### Work instruction
Take every line from the data that has the word "body" in it.

━━━━━ Given records ━━━━━

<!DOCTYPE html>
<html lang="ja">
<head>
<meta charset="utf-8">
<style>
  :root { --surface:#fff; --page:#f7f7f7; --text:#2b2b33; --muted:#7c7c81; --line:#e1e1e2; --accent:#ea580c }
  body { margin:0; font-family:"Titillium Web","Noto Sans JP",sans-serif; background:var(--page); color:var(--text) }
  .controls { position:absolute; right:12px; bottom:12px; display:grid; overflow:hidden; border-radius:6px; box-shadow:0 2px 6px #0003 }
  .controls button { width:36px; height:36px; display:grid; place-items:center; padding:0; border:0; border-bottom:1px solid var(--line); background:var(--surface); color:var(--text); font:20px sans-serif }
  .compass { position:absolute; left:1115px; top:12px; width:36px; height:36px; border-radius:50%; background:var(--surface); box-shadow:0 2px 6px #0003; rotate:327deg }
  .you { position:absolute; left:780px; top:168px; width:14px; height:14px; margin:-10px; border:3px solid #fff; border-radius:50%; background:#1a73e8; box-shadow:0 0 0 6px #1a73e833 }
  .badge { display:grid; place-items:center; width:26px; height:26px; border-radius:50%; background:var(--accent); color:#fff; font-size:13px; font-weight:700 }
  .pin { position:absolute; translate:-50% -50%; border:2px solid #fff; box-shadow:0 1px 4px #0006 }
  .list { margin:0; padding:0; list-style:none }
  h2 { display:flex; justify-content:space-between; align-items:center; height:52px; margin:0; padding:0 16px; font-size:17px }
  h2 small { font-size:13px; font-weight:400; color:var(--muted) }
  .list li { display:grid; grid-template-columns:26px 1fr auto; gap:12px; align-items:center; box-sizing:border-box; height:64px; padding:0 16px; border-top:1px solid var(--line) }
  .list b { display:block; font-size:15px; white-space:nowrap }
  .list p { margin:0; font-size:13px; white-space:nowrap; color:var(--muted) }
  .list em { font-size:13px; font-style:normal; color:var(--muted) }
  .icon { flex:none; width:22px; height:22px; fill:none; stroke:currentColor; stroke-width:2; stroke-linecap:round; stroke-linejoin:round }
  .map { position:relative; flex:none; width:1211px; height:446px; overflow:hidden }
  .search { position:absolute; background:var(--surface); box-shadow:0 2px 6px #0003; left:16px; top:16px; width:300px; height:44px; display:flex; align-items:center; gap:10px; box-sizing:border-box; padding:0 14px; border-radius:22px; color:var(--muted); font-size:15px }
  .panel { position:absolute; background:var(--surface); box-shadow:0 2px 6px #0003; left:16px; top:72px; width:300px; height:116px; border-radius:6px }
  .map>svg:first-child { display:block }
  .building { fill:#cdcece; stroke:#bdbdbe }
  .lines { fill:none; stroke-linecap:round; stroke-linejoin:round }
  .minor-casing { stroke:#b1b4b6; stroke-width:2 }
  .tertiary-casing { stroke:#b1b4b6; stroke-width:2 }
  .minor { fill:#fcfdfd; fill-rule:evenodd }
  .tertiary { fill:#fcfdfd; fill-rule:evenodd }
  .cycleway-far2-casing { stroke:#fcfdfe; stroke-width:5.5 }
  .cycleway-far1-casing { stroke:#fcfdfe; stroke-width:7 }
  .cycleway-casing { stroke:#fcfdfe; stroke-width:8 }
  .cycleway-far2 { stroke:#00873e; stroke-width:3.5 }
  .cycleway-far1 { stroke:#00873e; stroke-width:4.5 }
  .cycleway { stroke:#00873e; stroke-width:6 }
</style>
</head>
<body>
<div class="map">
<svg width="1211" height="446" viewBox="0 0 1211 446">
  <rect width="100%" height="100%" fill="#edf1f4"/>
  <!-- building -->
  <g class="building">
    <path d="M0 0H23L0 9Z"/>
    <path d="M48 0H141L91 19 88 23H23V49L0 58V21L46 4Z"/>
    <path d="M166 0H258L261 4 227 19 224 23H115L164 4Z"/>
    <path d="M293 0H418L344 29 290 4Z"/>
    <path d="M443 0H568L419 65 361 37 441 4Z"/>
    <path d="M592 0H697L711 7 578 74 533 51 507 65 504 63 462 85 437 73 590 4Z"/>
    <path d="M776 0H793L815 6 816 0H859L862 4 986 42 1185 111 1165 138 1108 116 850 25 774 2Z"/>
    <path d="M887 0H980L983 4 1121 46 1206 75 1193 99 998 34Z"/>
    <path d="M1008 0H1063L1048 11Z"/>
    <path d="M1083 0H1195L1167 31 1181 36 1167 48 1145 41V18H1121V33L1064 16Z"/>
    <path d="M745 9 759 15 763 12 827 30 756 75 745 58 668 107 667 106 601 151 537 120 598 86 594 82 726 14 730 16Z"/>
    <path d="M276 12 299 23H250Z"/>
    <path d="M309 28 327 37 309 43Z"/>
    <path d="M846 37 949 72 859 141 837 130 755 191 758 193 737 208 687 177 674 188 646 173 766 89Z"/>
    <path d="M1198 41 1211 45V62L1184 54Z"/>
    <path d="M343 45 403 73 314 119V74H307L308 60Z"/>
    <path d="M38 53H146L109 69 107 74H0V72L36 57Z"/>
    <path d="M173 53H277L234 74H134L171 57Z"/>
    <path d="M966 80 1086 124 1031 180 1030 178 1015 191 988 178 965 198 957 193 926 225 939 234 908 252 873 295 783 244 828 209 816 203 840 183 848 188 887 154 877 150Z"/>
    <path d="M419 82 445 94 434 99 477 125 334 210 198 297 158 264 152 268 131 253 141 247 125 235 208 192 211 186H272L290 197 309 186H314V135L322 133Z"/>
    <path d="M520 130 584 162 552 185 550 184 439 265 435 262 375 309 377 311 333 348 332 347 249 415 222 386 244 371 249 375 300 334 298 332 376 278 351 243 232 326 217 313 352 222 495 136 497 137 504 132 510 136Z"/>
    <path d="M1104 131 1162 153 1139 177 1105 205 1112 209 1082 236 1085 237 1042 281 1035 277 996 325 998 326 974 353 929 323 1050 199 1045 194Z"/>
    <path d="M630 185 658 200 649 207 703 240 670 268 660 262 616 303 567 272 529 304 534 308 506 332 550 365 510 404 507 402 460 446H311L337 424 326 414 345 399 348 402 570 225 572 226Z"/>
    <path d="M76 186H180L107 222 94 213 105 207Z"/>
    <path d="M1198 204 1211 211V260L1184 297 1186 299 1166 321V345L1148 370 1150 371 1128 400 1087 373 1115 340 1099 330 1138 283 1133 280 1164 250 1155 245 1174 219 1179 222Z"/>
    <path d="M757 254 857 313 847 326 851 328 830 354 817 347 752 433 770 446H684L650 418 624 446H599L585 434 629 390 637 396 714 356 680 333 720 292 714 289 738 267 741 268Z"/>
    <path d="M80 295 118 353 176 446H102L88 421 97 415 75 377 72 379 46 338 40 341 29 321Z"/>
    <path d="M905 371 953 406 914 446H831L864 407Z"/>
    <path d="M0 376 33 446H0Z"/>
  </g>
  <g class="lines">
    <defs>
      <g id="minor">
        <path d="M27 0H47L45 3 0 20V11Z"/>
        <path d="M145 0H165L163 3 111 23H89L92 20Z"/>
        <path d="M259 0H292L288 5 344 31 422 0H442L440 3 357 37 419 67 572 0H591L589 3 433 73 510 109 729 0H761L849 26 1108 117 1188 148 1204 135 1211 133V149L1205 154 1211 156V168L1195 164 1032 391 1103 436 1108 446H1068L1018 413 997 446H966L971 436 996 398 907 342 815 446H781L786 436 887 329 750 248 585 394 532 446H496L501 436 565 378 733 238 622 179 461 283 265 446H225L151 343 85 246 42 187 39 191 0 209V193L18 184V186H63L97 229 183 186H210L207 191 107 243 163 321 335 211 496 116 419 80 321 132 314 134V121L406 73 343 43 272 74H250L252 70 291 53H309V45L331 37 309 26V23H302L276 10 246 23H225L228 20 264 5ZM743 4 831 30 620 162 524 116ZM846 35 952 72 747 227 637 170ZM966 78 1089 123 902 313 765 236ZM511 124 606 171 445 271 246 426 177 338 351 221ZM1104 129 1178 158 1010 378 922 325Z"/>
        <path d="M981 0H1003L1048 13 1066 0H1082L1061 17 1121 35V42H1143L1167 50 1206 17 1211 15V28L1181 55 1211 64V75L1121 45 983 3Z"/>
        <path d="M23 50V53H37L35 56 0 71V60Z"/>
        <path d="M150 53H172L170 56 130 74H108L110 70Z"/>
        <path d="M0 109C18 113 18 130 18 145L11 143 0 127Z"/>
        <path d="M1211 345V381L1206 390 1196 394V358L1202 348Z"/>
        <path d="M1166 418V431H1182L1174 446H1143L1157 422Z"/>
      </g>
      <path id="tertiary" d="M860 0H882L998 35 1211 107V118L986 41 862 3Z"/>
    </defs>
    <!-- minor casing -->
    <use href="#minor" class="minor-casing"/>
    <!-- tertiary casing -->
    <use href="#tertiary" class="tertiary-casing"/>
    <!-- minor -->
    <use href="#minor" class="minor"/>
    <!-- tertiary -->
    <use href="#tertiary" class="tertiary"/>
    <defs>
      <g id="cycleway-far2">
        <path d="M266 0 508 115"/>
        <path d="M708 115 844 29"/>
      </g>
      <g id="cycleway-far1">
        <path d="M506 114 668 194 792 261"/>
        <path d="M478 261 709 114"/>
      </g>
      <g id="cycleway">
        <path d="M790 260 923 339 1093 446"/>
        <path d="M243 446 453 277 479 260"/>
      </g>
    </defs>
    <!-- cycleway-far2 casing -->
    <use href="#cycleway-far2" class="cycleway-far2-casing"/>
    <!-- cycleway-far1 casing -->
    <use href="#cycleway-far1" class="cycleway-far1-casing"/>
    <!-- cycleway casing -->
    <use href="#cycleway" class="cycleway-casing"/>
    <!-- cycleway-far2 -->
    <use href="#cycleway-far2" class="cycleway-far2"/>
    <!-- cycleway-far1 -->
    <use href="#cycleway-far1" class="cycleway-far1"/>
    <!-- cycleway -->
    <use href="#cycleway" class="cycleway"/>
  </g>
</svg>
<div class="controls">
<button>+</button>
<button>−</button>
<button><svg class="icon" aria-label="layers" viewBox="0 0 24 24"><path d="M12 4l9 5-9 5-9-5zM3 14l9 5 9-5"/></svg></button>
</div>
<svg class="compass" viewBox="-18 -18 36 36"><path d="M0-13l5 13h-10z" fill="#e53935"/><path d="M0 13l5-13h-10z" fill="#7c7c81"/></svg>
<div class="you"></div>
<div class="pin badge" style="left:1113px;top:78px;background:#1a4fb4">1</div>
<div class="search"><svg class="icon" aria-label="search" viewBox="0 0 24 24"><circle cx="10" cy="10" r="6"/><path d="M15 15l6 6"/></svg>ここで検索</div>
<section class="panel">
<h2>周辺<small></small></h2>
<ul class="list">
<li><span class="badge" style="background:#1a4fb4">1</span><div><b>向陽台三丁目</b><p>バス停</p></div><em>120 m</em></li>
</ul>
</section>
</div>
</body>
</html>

━━━━━

### Completed exercise
  body { margin:0; font-family:"Titillium Web","Noto Sans JP",sans-serif; background:var(--page); color:var(--text) }
<body>
</body>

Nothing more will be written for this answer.